We also evaluated the outcome of cats in which a longer period of time had elapsed between ingestion of lily and treatment at our hospital (group 2, > 6 to 48 hours). Interestingly, perhaps the most clinically relevant finding in this study was that 8 of 8 cats allocated to group 2 survived to discharge, including 6 cats evaluated between > 18 and < 48 hours after ingestion. None of the cats in this group had evidence of renal failure at the time of discharge. This is in contrast with the NAPCC abstract,a in which there was a mortality rate of 100% in cats treated > 18 hours after ingestion of lily plant. The 1 cat from group 2 that was not hospitalized at our institution was hospitalized at the primary care veterinarian's clinic the following day for 12 to 24 hours. Although we do not have any further laboratory testing results, the owner reported that the cat was doing well approximately 4 years after ingestion of the lily plant material. It must be noted that 5 of the 8 group 2 cats vomited at home prior to initial evaluation, and 2 of these cats likely vomited within the 6-hour window with identifiable lily material seen. This self-decontamination may partially explain the high survival rate found in the present study. Additionally, 2 cats were known to have treatment (including SQ or IV fluids) initiated by the primary care veterinarian prior to referral, which may have also contributed to the high survival rate seen in this group.

The results of this study indicate a good survival rate (100%) for cats that have ingested lily plant within 48 hours prior to treatment.
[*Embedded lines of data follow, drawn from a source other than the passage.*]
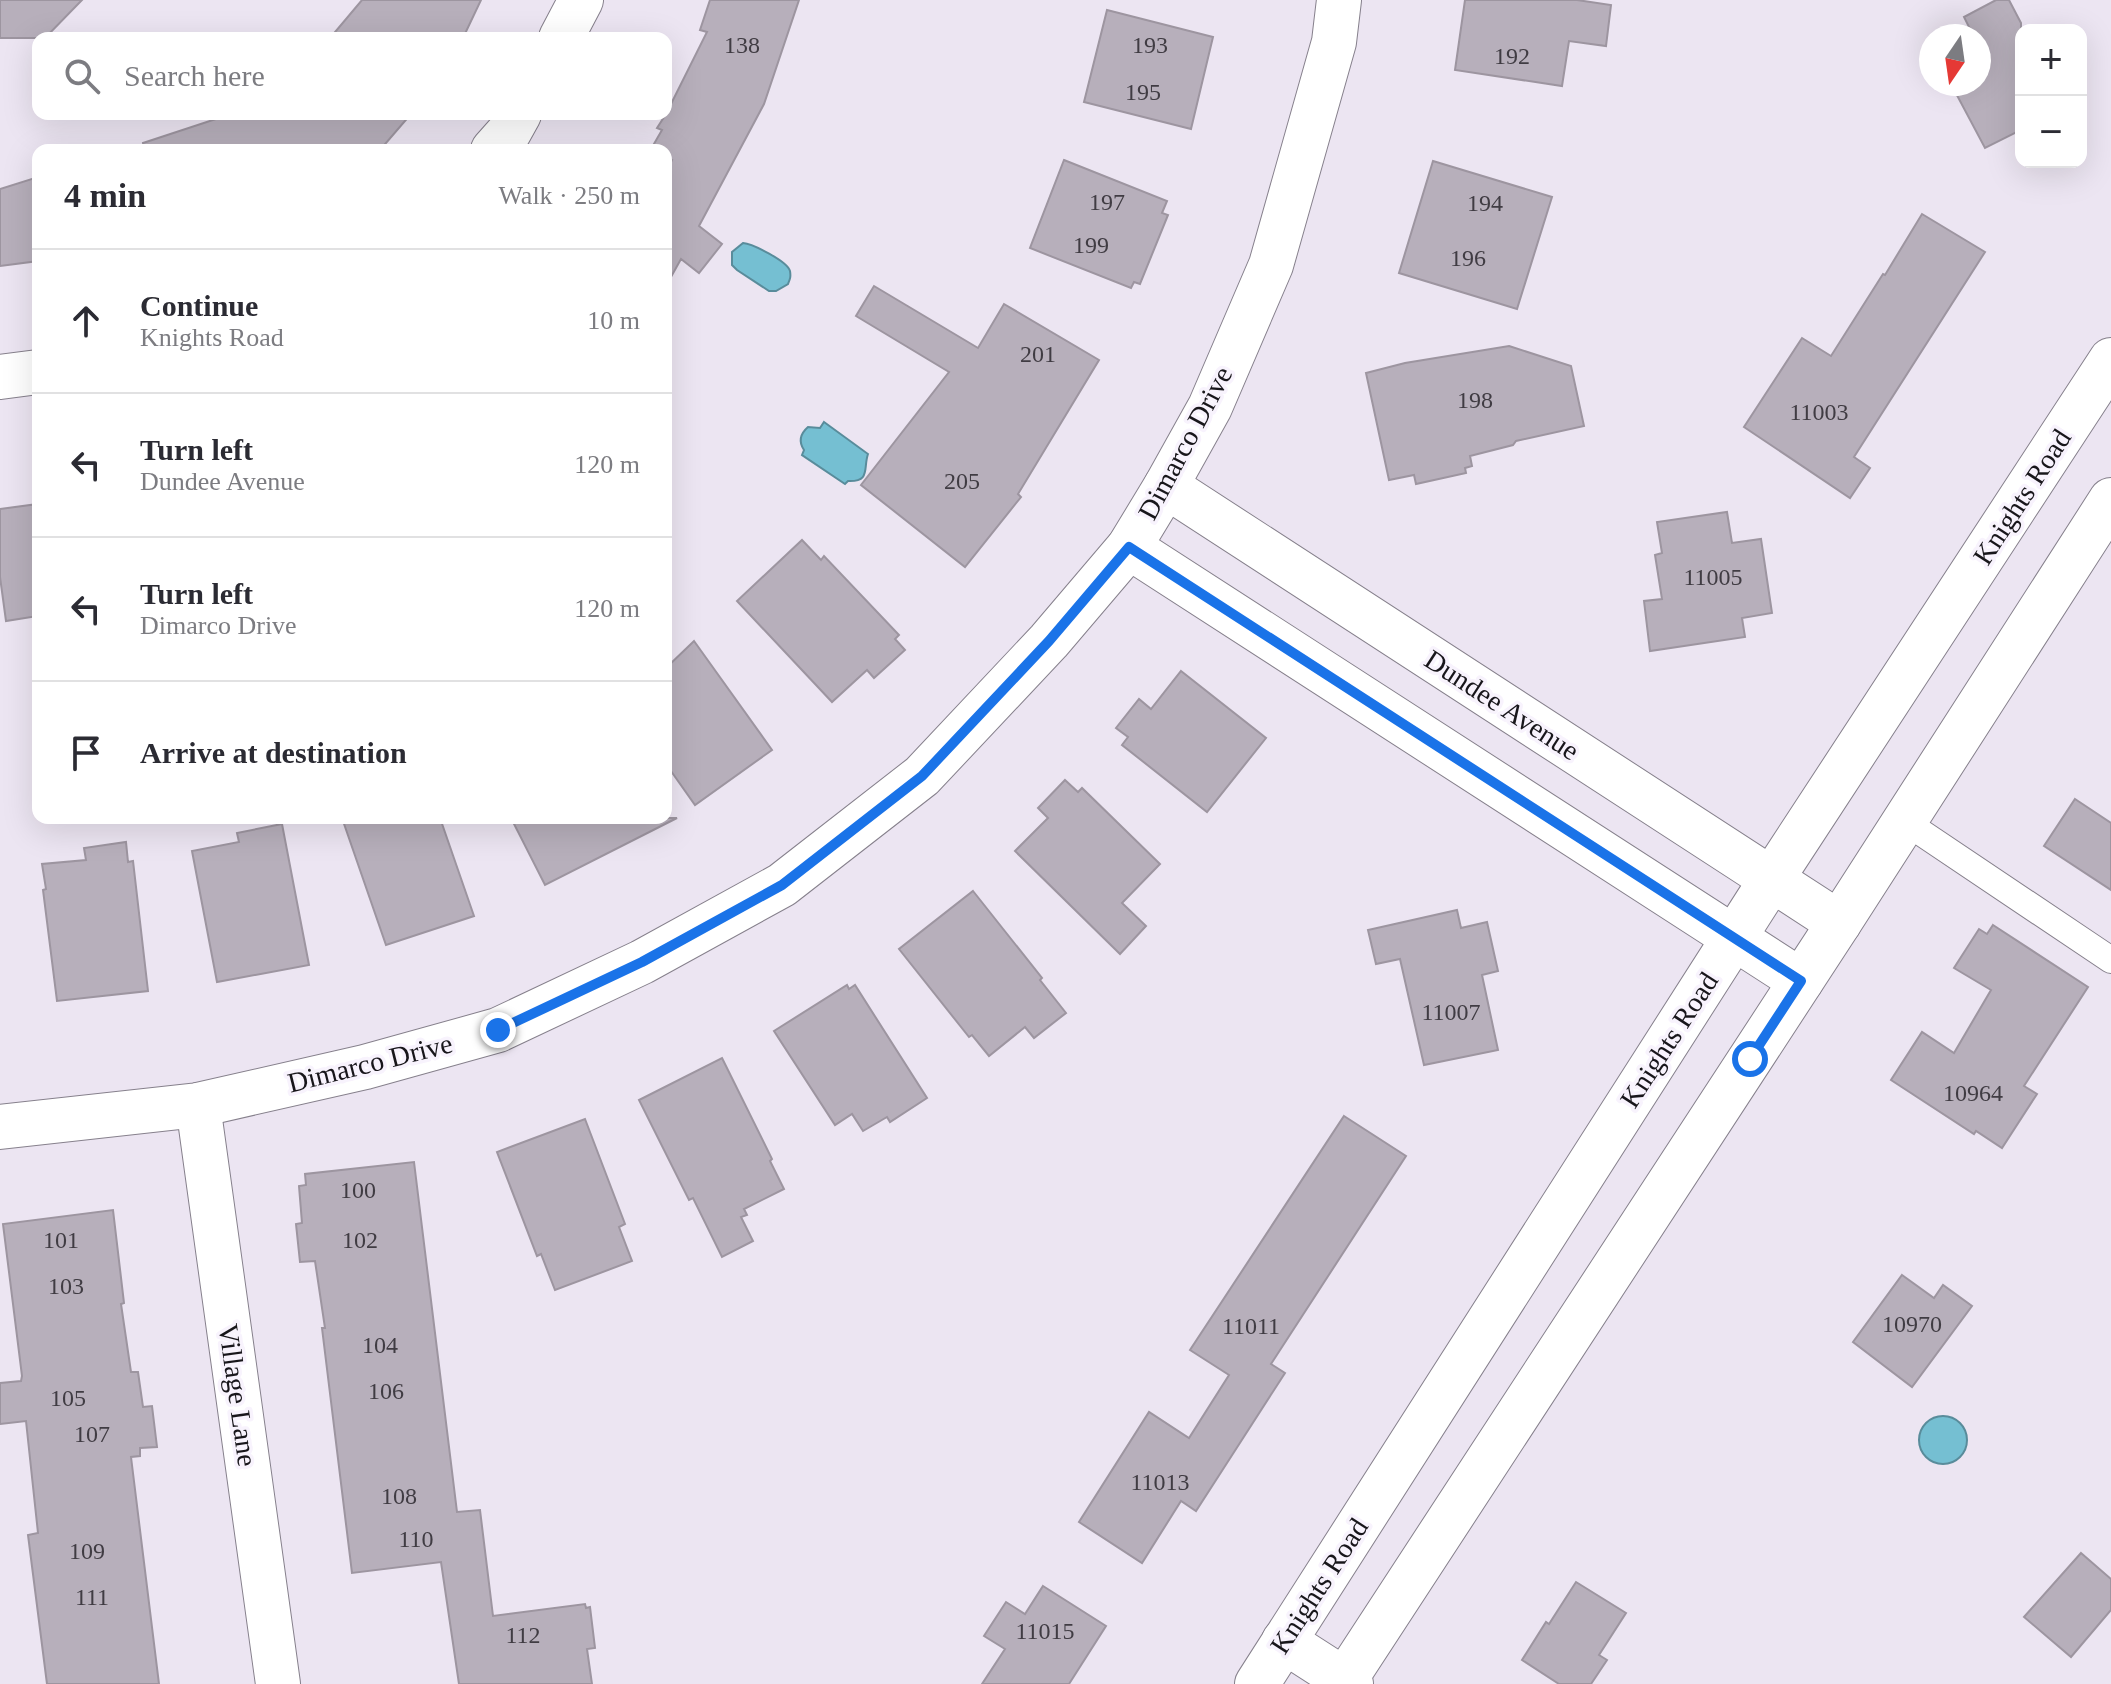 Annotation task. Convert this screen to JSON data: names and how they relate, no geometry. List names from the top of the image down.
{
  "streets": {
    "street": [
      "Dimarco Drive",
      "Knights Road",
      "Dundee Avenue",
      "Village Lane"
    ]
  },
  "crossings": [
    ["Dimarco Drive", "Dundee Avenue"],
    ["Dimarco Drive", "Village Lane"],
    ["Knights Road", "Dundee Avenue"]
  ],
  "house_numbers": [
    "138",
    "193",
    "192",
    "195",
    "197",
    "194",
    "199",
    "196",
    "201",
    "198",
    "11003",
    "205",
    "11005",
    "11007",
    "10964",
    "100",
    "101",
    "102",
    "103",
    "10970",
    "11011",
    "104",
    "106",
    "105",
    "107",
    "11013",
    "108",
    "110",
    "109",
    "111",
    "11015",
    "112"
  ],
  "north": "bottom",
  "page": {
    "map_buttons": ["+", "−"],
    "search": "Search here",
    "heading": ["4 min", "Walk · 250 m"],
    "list": [
      ["Continue", "Knights Road", "10 m"],
      ["Turn left", "Dundee Avenue", "120 m"],
      ["Turn left", "Dimarco Drive", "120 m"],
      "Arrive at destination"
    ]
  }
}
Furthermore, only 7 cats (6 from group 1 and 1 from group 2) had or developed an increase in BUN or creatinine concentration. We suspect that 4 of these cats had prerenal azotemia; 2 had renal azotemia, and in 1 cat, the underlying cause for the azotemia could not be determined from the medical record. Three cats with suspected prerenal azotemia (2 from group 1 and 1 from group 2) had a mild elevation in BUN concentration (33 to 36 mg/dL) and normal creatinine concentration but rapid resolution of the azotemia (all within 3 to 14 hours). Unfortunately, a USG was available for only 1 of these 3 cats with suspected prerenal azotemia. This cat had an elevated USG (> 1.050), supportive of a diagnosis of prerenal azotemia. The fourth cat with suspected prerenal azotemia was the cat from group 1 with a mildly elevated BUN concentration (35 mg/dL) that underwent gastrointestinal tract decontamination and was discharged without further treatment. This cat did not have a USG determined; however, BUN and creatinine concentrations were normal when evaluated 2 days later by the primary care veterinarian.
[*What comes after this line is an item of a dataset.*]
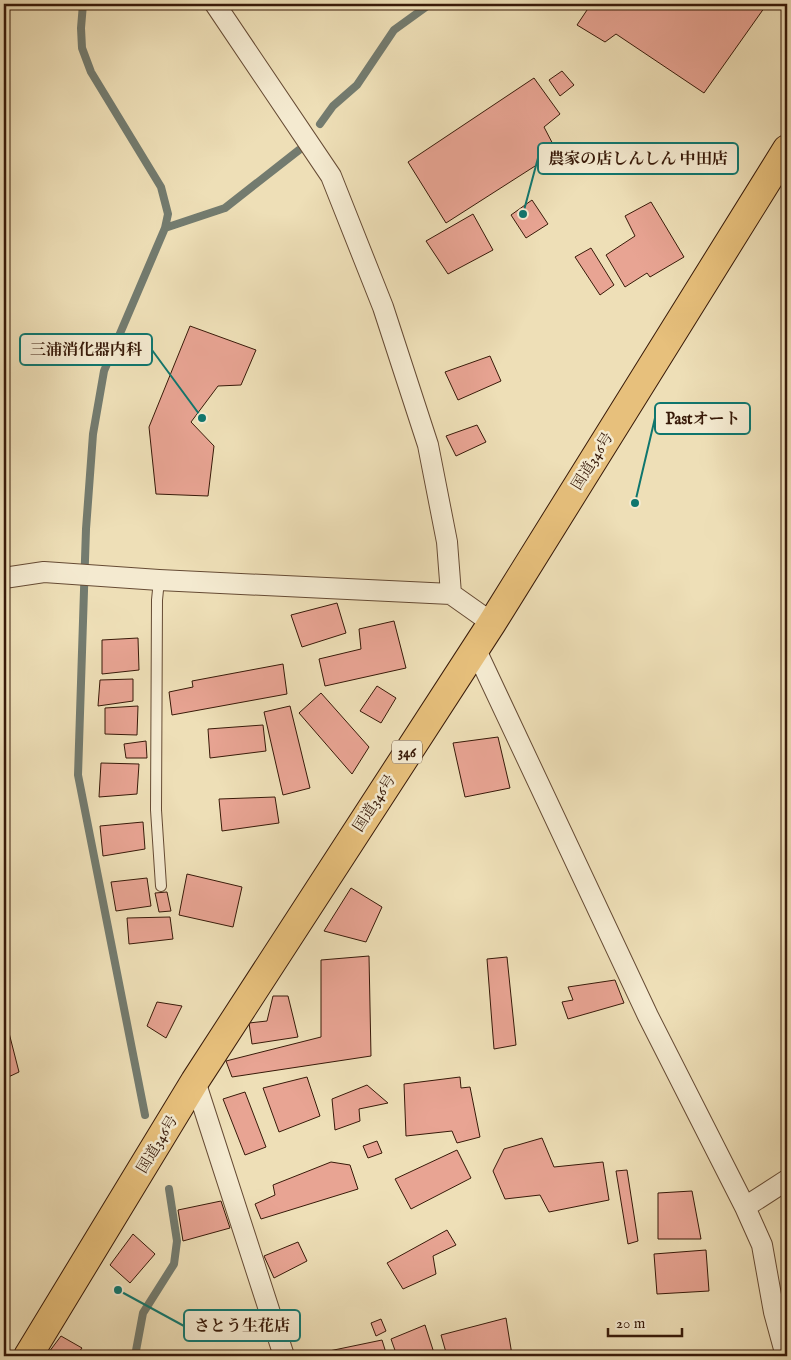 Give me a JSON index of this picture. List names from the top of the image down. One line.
{"streets":{"highway":["国道346号","346"]},"places":["農家の店しんしん 中田店","三浦消化器内科","Pastオート","さとう生花店"],"scale_bar":"20 m"}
Of the 2 cats (both in group 1) with suspected AKI, 1 was azotemic (BUN concentration range, 52 to > 100 or 110 mg/dL; creatinine concentration range, 1.6 to 3.1 mg/dL) with inappropriately dilute urine (USG, 1.019) collected 1 hour after admission to the hospital. The second cat suspected to have AKI developed an elevated creatinine concentration while receiving IV fluid therapy. This elevation in creatinine concentration persisted during the course of hospitalization and was still present at the time of the last laboratory testing at 64.5 hours (creatinine concentration, 2.5 mg/dL at this time). Interestingly, this cat had a documented USG of 1.030. However, it was unclear from the medical record what time during hospitalization that this urine was collected, and it may have been prior to the development of sufficient renal injury that would result in a marked decrease in urine concentrating ability.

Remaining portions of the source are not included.